COVID-19 vaccines have expiration dates, and with vaccination rates dropping, millions of doses are going to waste; being outdoors isn’t sure-fire protection, but long-term intermittent fasters may be spared severe disease. Read on for more details.
Millions of COVID-19 Vaccines Going to Waste
As the pandemic slows – at least in the minds of the masses – millions of COVID-19 vaccine doses are being thrown out. According to the Wall Street Journal, Moderna recently discarded about 30 million doses.
“We are now throwing doses in the garbage,” Stephane Bancel, the company’s chief executive officer, said in May at the World Economic Forum in Davos, Switzerland. “It’s sad to say.”
The U.S. Centers for Disease Control and Prevention reported that in the U.S. alone about 90.6 million doses of COVID-19 vaccines have been tossed. That amounts to about 11.9% of the 726 million doses delivered since late 2020. This has occurred in many countries throughout the world during the pandemic, due to short shelf-lives of the vaccines, particularly the mRNA vaccines from Moderna and Pfizer-BioNTech, which require very cold temperatures for storage and transportation. Germany, for example, threw out 1.2 million expired Moderna doses and plans to discard about 13.6 million doses of the AstraZeneca-Oxford vaccine.
Packaging is another factor. Multi-dose vials need to be used completely within 12 hours once opened. Pfizer and BioNTech are planning to develop a single-dose vial.
In the U.S., the waste seems to be increasing, even as vaccines have now been authorized for younger children. In June, the U.S. Food and Drug Administration gave the okay for shots to be given to children as young as six months.
What’s the Real Risk of COVID-19 Outdoors?
The risk of contracting COVID-19 at outdoor gatherings is significantly less than indoors, but it’s not zero.
Dr. Preeti Malani, M.D., an infectious disease physician and professor of medicine at the University of Michigan, told NPR, “With the more transmissible variants, it’s likely that shorter periods of close contact will result in transmission.”
In short, the more transmissible the variant, the more transmissible it is outdoors, too.
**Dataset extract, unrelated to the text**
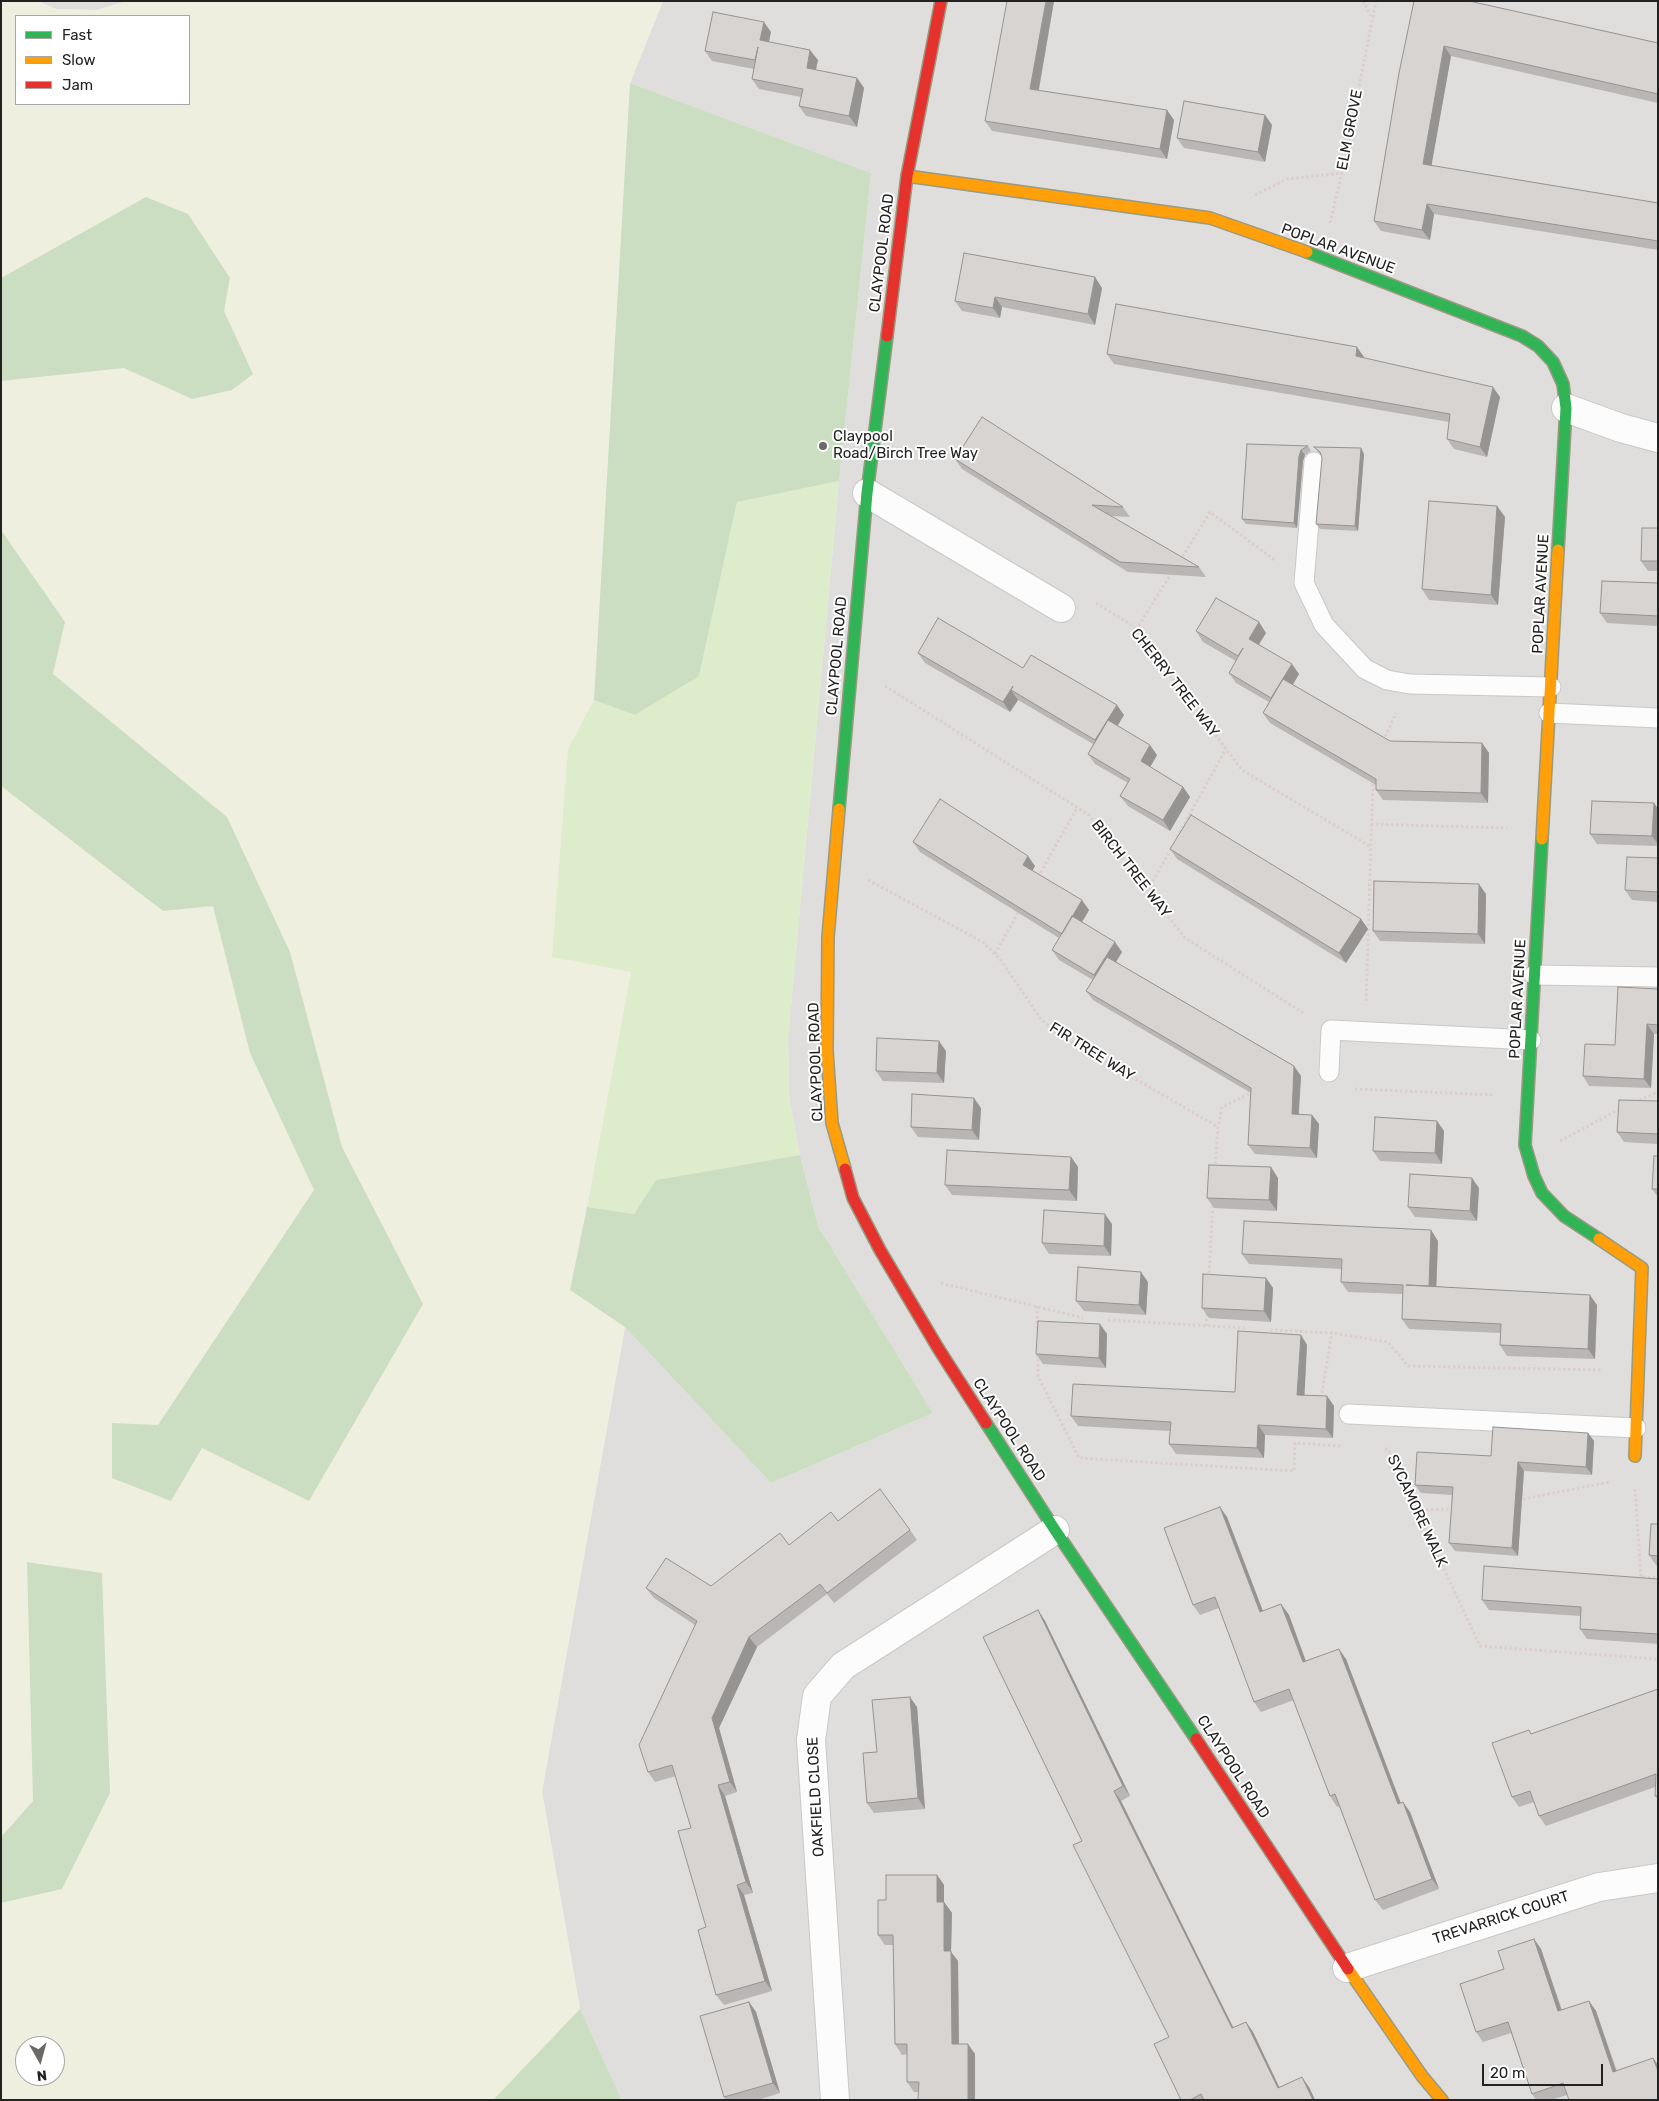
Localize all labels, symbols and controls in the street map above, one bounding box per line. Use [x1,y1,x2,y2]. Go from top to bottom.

Since there is something of a surge in the U.S., primarily of the transmissible Omicron BA.5 subvariant, people who are unvaccinated or at otherwise higher levels of susceptibility should consider precautions.
“People are going to make judgments based on [their] own level of risk and comfort,” Dr. Donald Milton, M.D., DrPH, a professor of environmental and occupational health at the University of Maryland School of Public Health said in the same article.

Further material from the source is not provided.